*Your goal*: Up to and including the line holding "border:4px solid #111;", write out the data exactly from its first line, but not the pictures.

Start of Block

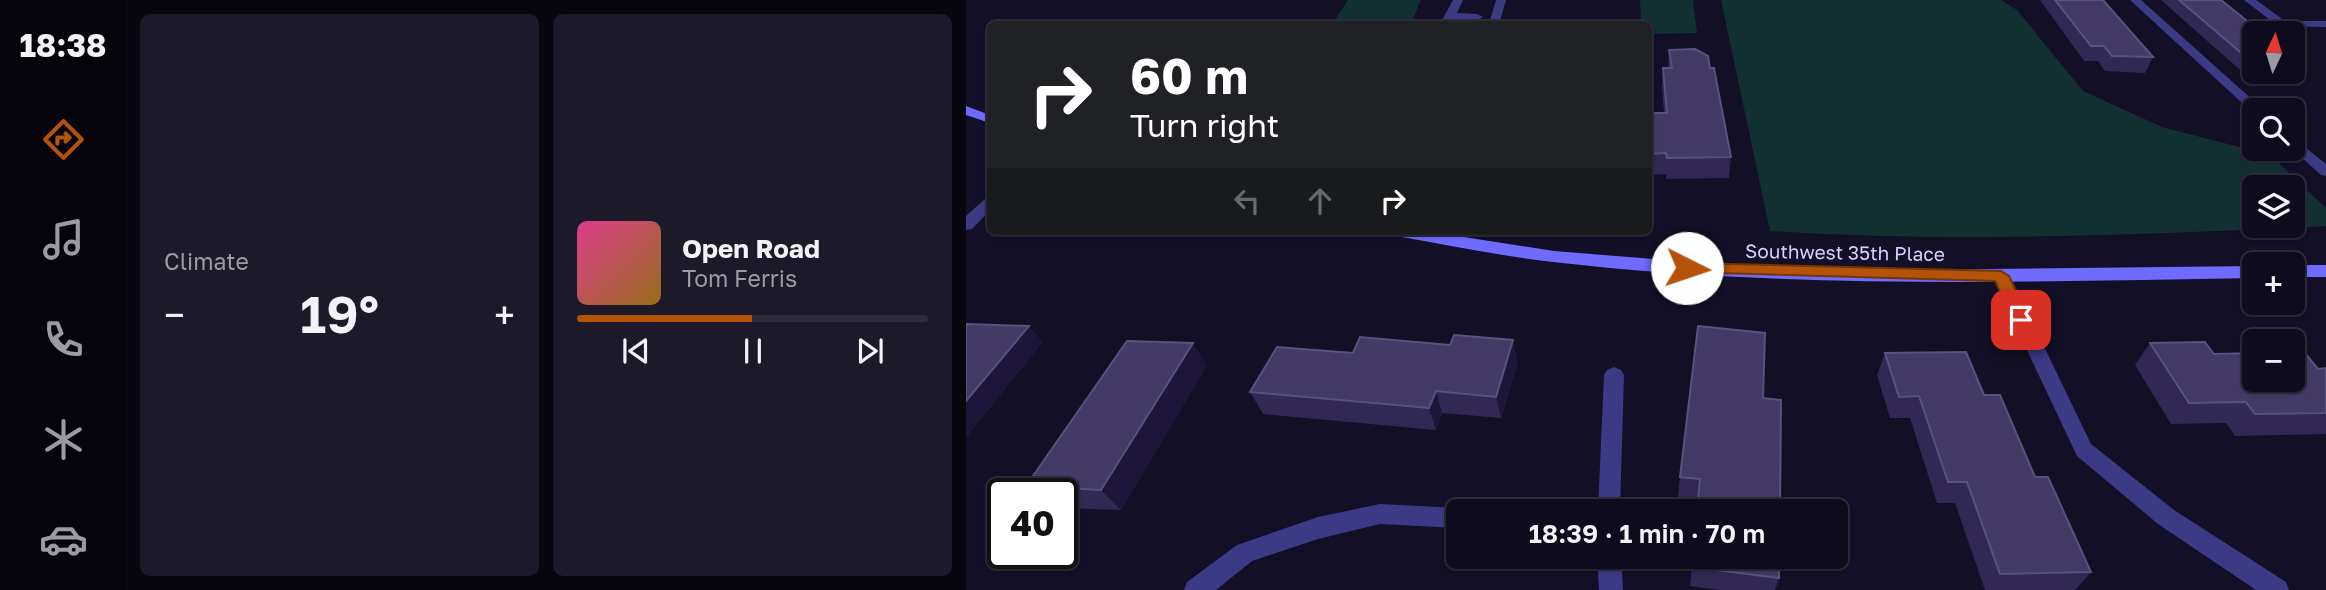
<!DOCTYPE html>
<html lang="en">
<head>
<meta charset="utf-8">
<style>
  body { margin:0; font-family:"Golos Text",sans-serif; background:#1c1929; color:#f1f3f6; height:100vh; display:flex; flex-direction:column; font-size:26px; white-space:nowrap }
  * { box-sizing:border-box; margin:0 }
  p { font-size:23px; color:#9b9ba3 }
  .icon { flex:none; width:38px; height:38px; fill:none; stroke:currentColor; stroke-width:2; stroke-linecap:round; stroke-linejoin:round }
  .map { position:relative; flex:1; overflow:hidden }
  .panel { display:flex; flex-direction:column; gap:14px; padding:14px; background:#08060f; width:840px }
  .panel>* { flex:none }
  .guide { position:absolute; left:21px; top:21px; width:665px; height:214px; border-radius:10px; box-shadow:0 2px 5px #0004,0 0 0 2px #2e2b3b; background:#202124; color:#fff; overflow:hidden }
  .needle { width:46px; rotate:4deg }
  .fabs { position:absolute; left:1276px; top:21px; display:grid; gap:14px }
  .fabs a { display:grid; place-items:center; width:63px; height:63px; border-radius:10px; background:#0e0b1c; box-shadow:0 2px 5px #0004,0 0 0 2px #2e2b3b; font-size:35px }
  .speed { position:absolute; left:21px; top:478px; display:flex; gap:14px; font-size:35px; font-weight:700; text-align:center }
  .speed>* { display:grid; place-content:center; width:91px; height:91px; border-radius:50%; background:#0e0b1c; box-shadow:0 2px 5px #0004,0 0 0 2px #2e2b3b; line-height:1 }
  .speed .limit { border:4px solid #111; border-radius:10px; background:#fff; color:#111 }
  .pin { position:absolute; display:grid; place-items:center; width:60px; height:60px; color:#fff; margin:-30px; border-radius:14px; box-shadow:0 4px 10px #0006 }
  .me { position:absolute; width:77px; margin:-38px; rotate:94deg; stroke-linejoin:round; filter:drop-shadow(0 0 5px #0008) }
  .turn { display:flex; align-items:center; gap:24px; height:147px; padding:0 28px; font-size:32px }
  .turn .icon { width:91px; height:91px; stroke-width:2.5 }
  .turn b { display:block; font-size:49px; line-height:60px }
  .lanes { display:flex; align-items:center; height:66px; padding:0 28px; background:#0003; justify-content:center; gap:35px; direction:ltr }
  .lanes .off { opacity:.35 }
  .big { font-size:52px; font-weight:600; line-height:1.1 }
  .panel .tile { flex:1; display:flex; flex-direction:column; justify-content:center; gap:10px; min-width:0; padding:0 24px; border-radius:10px; background:#1c1929 }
  .song { display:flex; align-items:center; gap:21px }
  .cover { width:84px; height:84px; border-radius:10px; background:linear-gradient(135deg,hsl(330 70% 55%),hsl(40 70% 35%)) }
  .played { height:7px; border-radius:4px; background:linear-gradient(90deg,#b45309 50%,#2e2b3b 50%) }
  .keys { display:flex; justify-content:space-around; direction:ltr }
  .heat { display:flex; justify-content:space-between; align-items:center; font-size:38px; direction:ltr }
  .panel .tiles { flex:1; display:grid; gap:14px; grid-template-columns:repeat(2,1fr) }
  .trip { position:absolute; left:480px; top:499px; width:402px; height:70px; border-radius:10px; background:#0e0b1c; box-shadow:0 2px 5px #0004,0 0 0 2px #2e2b3b; font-weight:600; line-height:70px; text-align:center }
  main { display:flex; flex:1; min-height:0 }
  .dock { display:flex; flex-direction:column; width:126px; justify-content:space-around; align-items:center; background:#06040b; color:#9b9ba3 }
  .dock .icon { width:49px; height:49px }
  .dock .current { color:#b45309 }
  .dock b { font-size:32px; color:#f1f3f6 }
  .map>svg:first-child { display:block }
</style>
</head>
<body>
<main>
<nav class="dock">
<b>18:38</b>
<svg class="icon current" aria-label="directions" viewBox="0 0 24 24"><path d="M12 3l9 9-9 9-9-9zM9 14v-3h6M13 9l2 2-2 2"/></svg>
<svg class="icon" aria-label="music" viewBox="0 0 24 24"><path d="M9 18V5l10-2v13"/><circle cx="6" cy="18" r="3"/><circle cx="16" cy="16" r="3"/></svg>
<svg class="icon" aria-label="phone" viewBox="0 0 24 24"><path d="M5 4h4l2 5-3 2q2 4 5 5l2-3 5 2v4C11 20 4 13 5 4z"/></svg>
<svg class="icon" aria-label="climate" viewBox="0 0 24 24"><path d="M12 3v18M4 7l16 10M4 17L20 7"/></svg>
<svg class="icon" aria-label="car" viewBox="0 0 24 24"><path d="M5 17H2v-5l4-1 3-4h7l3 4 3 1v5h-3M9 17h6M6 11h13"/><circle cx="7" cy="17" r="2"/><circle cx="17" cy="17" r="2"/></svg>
</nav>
<section class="panel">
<div class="tiles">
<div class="tile"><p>Climate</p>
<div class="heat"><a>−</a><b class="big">19°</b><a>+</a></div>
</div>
<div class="tile">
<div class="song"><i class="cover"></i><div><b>Open Road</b><p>Tom Ferris</p></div></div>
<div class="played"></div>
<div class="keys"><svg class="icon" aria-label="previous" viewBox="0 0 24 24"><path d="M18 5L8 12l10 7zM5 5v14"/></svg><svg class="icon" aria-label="pause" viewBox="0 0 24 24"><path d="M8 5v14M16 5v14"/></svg><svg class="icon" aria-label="next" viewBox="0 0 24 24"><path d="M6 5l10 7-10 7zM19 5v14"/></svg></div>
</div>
</div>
</section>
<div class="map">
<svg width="1360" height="590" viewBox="0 0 1360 590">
  <rect width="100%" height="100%" fill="#130f26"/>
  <path fill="#12302f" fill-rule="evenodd" d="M 382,0 L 455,0 L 445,24 L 366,24 Z
    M 674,0 L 727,0 L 731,33 L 683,34 L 682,24 L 675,24 Z
    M 755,0 L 1035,0 L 1051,10 L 1117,91 L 1196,127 L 1304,155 L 1360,208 L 1360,226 C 1174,235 989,243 804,231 ZM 1288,187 L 1326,187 L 1326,226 L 1288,226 Z"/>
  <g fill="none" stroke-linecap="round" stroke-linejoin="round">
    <path fill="#3d3a85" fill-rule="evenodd" d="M 487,0 L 497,0 L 491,13 L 511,14 L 517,17 L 511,20 L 487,19 L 484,24 L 474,24 Z
      M 530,0 L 540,0 L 533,24 L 523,24 Z
      M 1164,0 L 1175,0 L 1298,110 L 1288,110 L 1287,113 Z
      M 1278,0 L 1290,0 L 1319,21 L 1360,21 L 1360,27 L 1312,26 Z
      M 1326,137 L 1360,164 L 1360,176 L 1355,175 L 1326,149 Z
      M 24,197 L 24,210 L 6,229 L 0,230 L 0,216 L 19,199 Z
      M 1035,270 L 1044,276 L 1125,444 L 1208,510 L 1320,582 L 1323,590 L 1290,590 L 1192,524 L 1111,456 L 1026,276 Z
      M 648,367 L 655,370 L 658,375 L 654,511 L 632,511 L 638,375 L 641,370 Z
      M 414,504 L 492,508 L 500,511 L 492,511 L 492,528 L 414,524 L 352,539 L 286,561 L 250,590 L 218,590 L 221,582 L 271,545 L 352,517 Z
      M 631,556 L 655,556 L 657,590 L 633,590 Z"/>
    <path fill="#6f6bff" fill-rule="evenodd" d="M 0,106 L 24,115 L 24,123 L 0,115 Z
      M 422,231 L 460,231 L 588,251 L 762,265 L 937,270 L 1288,266 L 1288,278 C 1054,282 820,289 587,262 C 534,256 482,245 430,236 Z
      M 1326,265 L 1360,265 L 1360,277 L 1326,277 Z"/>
  </g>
  <path fill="#312854" d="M 1074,0 L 1137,0 L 1187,57 L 1179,73 L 1139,71 L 1132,61 L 1118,61 Z
    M 1195,0 L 1255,0 L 1288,33 L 1288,69 L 1273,69 Z
    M 703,50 L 765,157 L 763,178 L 700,179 L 700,174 L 682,175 L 682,113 L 698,113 L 696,88 L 697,68 L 702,68 Z
    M 1184,343 L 1248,354 L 1352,369 L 1360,368 L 1360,434 L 1269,436 L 1260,423 L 1205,424 L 1169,365 Z
    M 387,353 L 552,362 L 535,418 L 476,413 L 470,430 L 297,414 L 284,392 Z
    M 919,353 L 1018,395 L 1069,477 L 1125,572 L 1109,590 L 1019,590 L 989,503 L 971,503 L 944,418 L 924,418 L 911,375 Z
    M 241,365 L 155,510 L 96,508 L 96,494 L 68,494 L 60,486 Z
    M 797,398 L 732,499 L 712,498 L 714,477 Z
    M 727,556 L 813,578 L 809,590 L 754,590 L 724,586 Z"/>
  <path fill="#1d163a" d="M 63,326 L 77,342 L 0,438 L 0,401 Z
    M 547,340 L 552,362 L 535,418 L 530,397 Z
    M 227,343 L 241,365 L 155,510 L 135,490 Z
    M 470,391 L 476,413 L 470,430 L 463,408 Z"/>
  <path fill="#433a66" stroke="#5a527e" stroke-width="2" d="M 1089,0 L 1137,0 L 1187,57 L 1146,56 L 1138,46 L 1125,46 Z
    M 1213,0 L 1255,0 L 1296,33 L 1288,33 L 1288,57 L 1280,57 Z
    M 729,49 L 742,56 L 744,68 L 748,68 L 765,157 L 701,158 L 700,153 L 682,154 L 682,113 L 701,113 L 697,68 L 706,68 L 703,50 Z
    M 0,324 L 63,326 L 0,401 Z
    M 732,326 L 799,333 L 797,398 L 815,400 L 814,511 L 731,511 L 734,479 L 714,477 Z
    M 488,335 L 547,340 L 530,397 L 470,391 L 463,408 L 284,392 L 311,347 L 387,353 L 394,337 L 484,345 Z
    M 161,341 L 227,343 L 135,490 L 60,486 Z
    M 1239,342 L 1248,354 L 1288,353 L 1288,380 L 1326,380 L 1326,352 L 1338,352 L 1352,369 L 1360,368 L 1360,413 L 1289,414 L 1280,402 L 1223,403 L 1184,343 Z
    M 1000,352 L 1018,395 L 1034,395 L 1069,477 L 1082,477 L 1125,572 L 1034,574 L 1001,482 L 982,482 L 953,396 L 933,397 L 919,353 Z
    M 727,556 L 813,556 L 813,578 L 726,567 Z"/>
  <path fill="#b45309" stroke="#753606" stroke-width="2" d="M 721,263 L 1035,271 L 1043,276 L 1064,320 L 1055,326 L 1050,324 L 1029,281 L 715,272 L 713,268 Z"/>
  <g text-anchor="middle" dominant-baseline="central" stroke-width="7" stroke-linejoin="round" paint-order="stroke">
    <g font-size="19" fill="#d9d4ff" stroke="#130f26">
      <text transform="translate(879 252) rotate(1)">Southwest 35th Place</text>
    </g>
  </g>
</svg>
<div class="fabs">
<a><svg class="needle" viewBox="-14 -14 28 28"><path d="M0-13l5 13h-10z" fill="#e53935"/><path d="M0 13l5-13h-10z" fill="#9b9ba3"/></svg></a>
<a><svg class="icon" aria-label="search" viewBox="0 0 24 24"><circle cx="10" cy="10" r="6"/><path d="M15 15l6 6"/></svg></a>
<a><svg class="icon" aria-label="layers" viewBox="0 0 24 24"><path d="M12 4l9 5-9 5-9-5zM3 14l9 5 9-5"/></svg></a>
<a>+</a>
<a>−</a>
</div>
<div class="speed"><div class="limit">40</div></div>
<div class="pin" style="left:1055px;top:320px;background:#d93025"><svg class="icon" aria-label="arrive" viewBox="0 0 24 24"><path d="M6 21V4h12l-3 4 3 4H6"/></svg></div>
<svg class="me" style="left:721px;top:268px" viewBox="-20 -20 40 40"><circle r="19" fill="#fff"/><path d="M0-13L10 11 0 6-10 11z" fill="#b45309"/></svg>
<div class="trip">18:39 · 1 min · 70 m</div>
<div class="guide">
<div class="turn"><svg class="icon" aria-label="right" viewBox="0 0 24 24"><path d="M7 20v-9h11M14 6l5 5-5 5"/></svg><div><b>60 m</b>Turn right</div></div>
<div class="lanes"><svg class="icon off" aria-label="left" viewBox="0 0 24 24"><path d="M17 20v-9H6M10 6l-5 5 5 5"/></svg><svg class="icon off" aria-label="ahead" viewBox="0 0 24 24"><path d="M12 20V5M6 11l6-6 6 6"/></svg><svg class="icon" aria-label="right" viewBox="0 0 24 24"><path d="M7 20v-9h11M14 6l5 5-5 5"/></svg></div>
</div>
</div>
</main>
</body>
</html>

End of Block

*Solution to this task*:
<!DOCTYPE html>
<html lang="en">
<head>
<meta charset="utf-8">
<style>
  body { margin:0; font-family:"Golos Text",sans-serif; background:#1c1929; color:#f1f3f6; height:100vh; display:flex; flex-direction:column; font-size:26px; white-space:nowrap }
  * { box-sizing:border-box; margin:0 }
  p { font-size:23px; color:#9b9ba3 }
  .icon { flex:none; width:38px; height:38px; fill:none; stroke:currentColor; stroke-width:2; stroke-linecap:round; stroke-linejoin:round }
  .map { position:relative; flex:1; overflow:hidden }
  .panel { display:flex; flex-direction:column; gap:14px; padding:14px; background:#08060f; width:840px }
  .panel>* { flex:none }
  .guide { position:absolute; left:21px; top:21px; width:665px; height:214px; border-radius:10px; box-shadow:0 2px 5px #0004,0 0 0 2px #2e2b3b; background:#202124; color:#fff; overflow:hidden }
  .needle { width:46px; rotate:4deg }
  .fabs { position:absolute; left:1276px; top:21px; display:grid; gap:14px }
  .fabs a { display:grid; place-items:center; width:63px; height:63px; border-radius:10px; background:#0e0b1c; box-shadow:0 2px 5px #0004,0 0 0 2px #2e2b3b; font-size:35px }
  .speed { position:absolute; left:21px; top:478px; display:flex; gap:14px; font-size:35px; font-weight:700; text-align:center }
  .speed>* { display:grid; place-content:center; width:91px; height:91px; border-radius:50%; background:#0e0b1c; box-shadow:0 2px 5px #0004,0 0 0 2px #2e2b3b; line-height:1 }
  .speed .limit { border:4px solid #111; border-radius:10px; background:#fff; color:#111 }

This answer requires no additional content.